**Items from a dataset:**

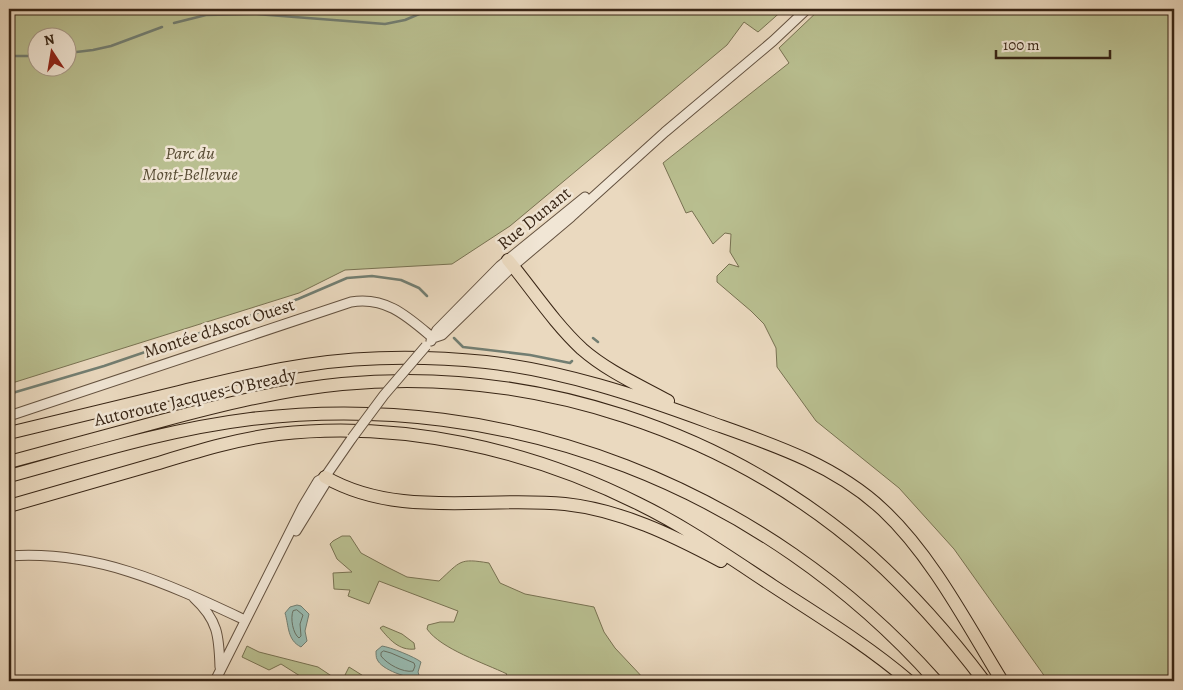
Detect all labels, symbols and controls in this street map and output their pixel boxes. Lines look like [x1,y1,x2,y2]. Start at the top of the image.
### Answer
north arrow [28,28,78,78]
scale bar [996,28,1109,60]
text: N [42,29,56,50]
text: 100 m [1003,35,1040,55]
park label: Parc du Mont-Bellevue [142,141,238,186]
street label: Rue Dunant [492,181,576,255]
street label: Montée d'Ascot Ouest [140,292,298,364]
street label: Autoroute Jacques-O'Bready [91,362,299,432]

---

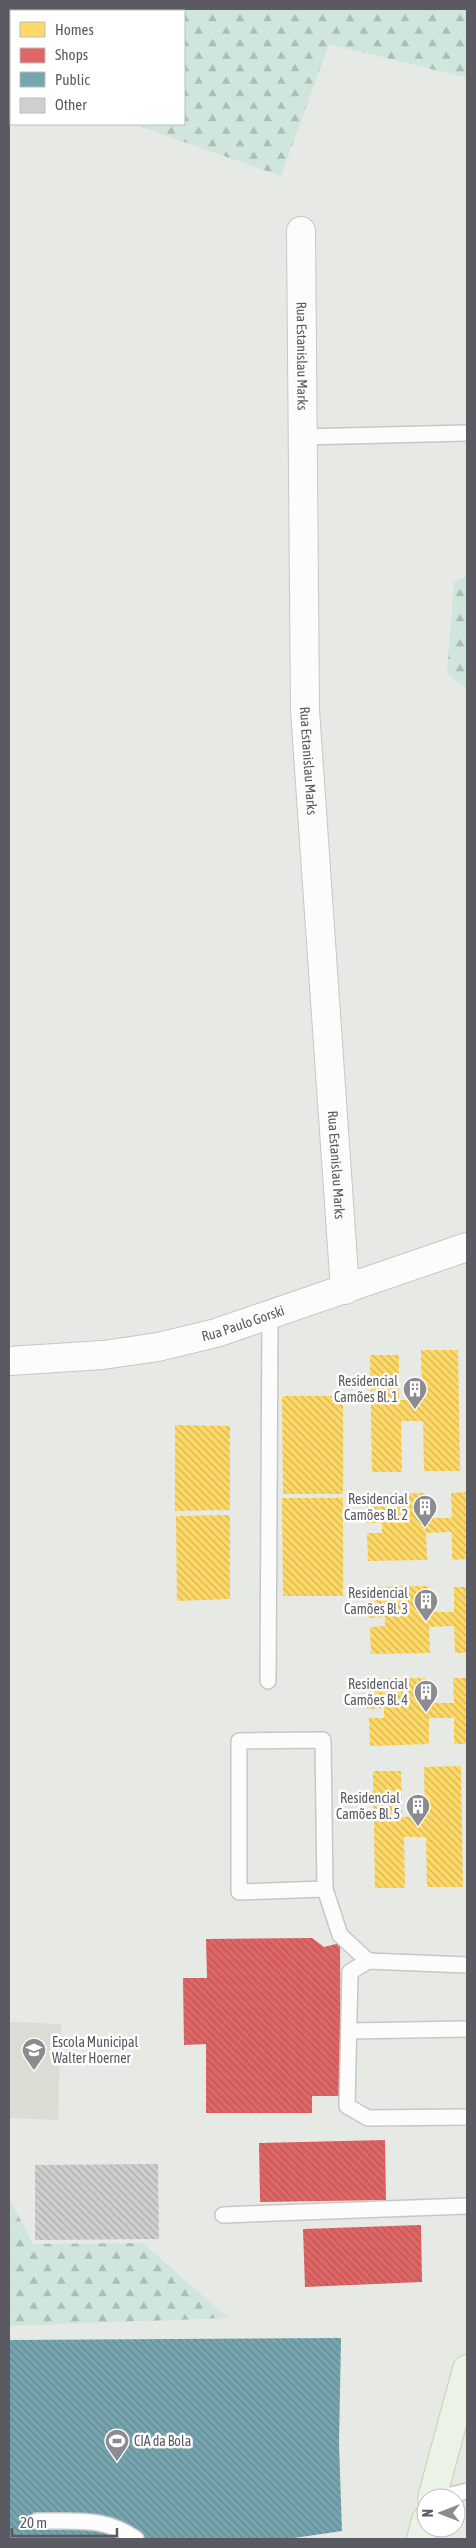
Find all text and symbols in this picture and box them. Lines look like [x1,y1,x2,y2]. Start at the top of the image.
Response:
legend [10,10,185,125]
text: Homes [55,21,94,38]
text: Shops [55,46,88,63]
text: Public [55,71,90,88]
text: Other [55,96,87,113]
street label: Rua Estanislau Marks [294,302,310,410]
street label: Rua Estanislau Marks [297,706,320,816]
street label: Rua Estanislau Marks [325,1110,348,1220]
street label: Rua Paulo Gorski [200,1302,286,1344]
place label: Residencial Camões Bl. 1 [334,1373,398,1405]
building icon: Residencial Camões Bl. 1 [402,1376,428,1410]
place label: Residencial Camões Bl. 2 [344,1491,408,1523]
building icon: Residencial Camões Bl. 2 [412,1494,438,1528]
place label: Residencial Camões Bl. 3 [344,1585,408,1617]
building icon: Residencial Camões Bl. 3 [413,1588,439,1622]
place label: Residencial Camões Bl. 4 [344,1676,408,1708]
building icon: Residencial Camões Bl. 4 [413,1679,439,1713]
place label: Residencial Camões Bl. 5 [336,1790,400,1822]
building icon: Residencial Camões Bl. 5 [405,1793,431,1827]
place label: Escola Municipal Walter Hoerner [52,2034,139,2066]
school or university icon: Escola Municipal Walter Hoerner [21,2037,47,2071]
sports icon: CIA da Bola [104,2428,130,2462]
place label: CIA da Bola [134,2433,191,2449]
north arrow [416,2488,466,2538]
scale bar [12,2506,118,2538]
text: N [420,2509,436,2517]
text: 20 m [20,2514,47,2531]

**ACTIVITY:**
Copy every line above that includes the string "like".

**ANSWER SPACE:**
Detect all labels, symbols and controls in this street map and output their pixel boxes. Lines look like [x1,y1,x2,y2]. Start at the top of the image.
Find all text and symbols in this picture and box them. Lines look like [x1,y1,x2,y2]. Start at the top of the image.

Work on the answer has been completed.